Embeddings¶

Embedding, also call vectorization or representation, is using a high demesional vector to represent the meaning of a work/document. The most important topic of modern NLP is how to create a proper representation of a word or text. Let’s see the following examples.

My previous section already discussed some ways to vectorized the documents. Here I would introduce the machine learning methods to make embeddings.

Word embedding¶

Load packages and data

import re
import pandas as pd

from nltk.tokenize import word_tokenize
from gensim.models import Word2Vec
from gensim.models.doc2vec import Doc2Vec, TaggedDocument
from TextCleaner import clean_text

## data source - https://www.kaggle.com/bman93/dataset/data#
df = pd.read_csv("data/Top30.csv")
docs = df.Description
len(docs)

72292

Word2Vec

clean and tokenize data

%%time
tokenss = []
for doc in docs:
    tokenss.append(clean_text(doc))

Wall time: 2min 30s, processed ~70k docs.
To generate good work vectors, I would suggest at least 1m jobs. This preprocess will take ~30 mins.

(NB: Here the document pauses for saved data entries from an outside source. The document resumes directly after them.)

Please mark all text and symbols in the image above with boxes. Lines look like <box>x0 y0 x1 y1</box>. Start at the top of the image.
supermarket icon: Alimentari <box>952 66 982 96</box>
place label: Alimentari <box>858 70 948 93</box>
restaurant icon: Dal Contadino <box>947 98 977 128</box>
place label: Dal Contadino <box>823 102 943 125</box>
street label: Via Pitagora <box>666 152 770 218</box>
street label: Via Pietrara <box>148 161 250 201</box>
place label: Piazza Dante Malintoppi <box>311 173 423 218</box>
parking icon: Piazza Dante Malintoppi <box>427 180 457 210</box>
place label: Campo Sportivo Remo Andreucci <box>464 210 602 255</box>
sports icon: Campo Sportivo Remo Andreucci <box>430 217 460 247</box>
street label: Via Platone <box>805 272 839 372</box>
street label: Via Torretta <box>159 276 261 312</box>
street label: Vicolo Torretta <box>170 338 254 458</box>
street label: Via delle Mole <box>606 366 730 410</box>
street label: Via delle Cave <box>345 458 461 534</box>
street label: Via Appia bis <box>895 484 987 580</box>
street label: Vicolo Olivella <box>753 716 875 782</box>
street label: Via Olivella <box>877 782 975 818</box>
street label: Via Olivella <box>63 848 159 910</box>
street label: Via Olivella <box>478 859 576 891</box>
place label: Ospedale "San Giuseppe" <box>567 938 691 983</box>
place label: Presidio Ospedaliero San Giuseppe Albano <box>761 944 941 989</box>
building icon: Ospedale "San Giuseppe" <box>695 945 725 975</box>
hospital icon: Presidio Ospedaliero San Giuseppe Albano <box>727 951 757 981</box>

If even more data, parallel by PySpark is necessary, see my pyspark notes.

Train model

%%time
model = Word2Vec(
    tokenss,     # list of tokens
    size=500,    # vector length
    window=4,    # maximum distance between the current and predicted word
    min_count=5, # ignores words with frequency lower than 5
    workers=4    # number of threads
)

Wall time: 1min 55s

Check results

test_list = ["python", "javascript", "powerbi", "excel", "git"]
for word in test_list:
    print(word, ":\n", model.wv.most_similar(word, topn=5))

python :
[(‘rdbms’, 0.8215682506561279), (‘perl’, 0.8211899399757385), (‘tomcat’, 0.8167069554328918), (‘weblogic’, 0.8105891942977905), (‘jms’, 0.8051434755325317)]
javascript :
[(‘struts’, 0.8272807002067566), (‘xml’, 0.8139920234680176), (‘jquery’, 0.8123090863227844), (‘html’, 0.8114718198776245), (‘xslt’, 0.794143795967102)]
powerbi :
[(‘obiee’, 0.6827813982963562), (‘tableau’, 0.6598259210586548), (‘visualization’, 0.6336531639099121), (‘query’, 0.6239848136901855), (‘iri’, 0.6232795119285583)]
excel :
[(‘ms’, 0.666321873664856), (‘powerpoint’, 0.6542035341262817), (‘macros’, 0.6245964765548706), (‘vlookups’, 0.6167137622833252), (‘microsoft’, 0.6154444217681885)]
git :
[(‘svn’, 0.7295184135437012), (‘weblogic’, 0.6927921772003174), (‘tomcat’, 0.6880820989608765), (‘subversion’, 0.6861574053764343), (‘jms’, 0.6797549724578857)]

Document embedding¶

Doc2Vec

make tagged documents

documents = [TaggedDocument(tokens, [i]) for i, tokens in enumerate(tokenss)]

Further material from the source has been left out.